Allostericity and Cooperativity

• Allosteric proteins have ligand binding at one site affecting binding at another site.
• Cooperativity: the binding of one ligand affects the likelihood of further ligand binding (can be positive or negative).
• Positive cooperativity: binding of the first ligand increases affinity for subsequent ligands (e.g., hemoglobin).
• Negative cooperativity: binding of one ligand decreases affinity for others.
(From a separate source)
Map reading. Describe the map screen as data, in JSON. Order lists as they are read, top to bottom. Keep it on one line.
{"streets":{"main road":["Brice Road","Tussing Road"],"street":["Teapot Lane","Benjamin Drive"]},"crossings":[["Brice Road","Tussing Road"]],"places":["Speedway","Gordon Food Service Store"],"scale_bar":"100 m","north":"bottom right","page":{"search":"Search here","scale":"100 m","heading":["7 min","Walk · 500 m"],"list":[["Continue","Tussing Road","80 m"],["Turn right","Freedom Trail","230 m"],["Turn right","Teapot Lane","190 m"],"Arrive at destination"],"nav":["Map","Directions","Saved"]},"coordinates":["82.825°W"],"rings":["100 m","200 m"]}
Hill Coefficient and Analysis

• Archibald Hill introduced the Hill coefficient (n) to quantify cooperativity.
• Hill equation: generalizes the fraction of occupied sites to include n, the Hill coefficient.
• n = 1: no cooperativity (myoglobin).
• n > 1: positive cooperativity (hemoglobin, n ≈ 3).
• n < 1: negative cooperativity.
• Hill plot: log[θ/(1−θ)] vs. log(pO₂); the slope gives the Hill coefficient, indicating type and degree of cooperativity.

Key Terms & Definitions

• Partial Pressure (pO₂) — The pressure exerted by oxygen in a mixture of gases.
• P₅₀ — The partial pressure of oxygen where 50% of binding sites are occupied.
• Allosteric Protein — A protein whose function at one site is affected by binding at another site.
• Cooperativity — Interaction where ligand binding at one site affects binding at another site, positively or negatively.
• Hill Coefficient (n) — A measure of cooperativity; slope from a Hill plot.
• T State — Tense, low-affinity conformation of hemoglobin (deoxy form).
• R State — Relaxed, high-affinity conformation of hemoglobin (oxy form).
• Hill Plot — Plot to analyze cooperativity from binding data.

Action Items / Next Steps

• Review structural differences between R and T states of hemoglobin.
• Prepare for continued discussion on cooperativity models in the next lecture.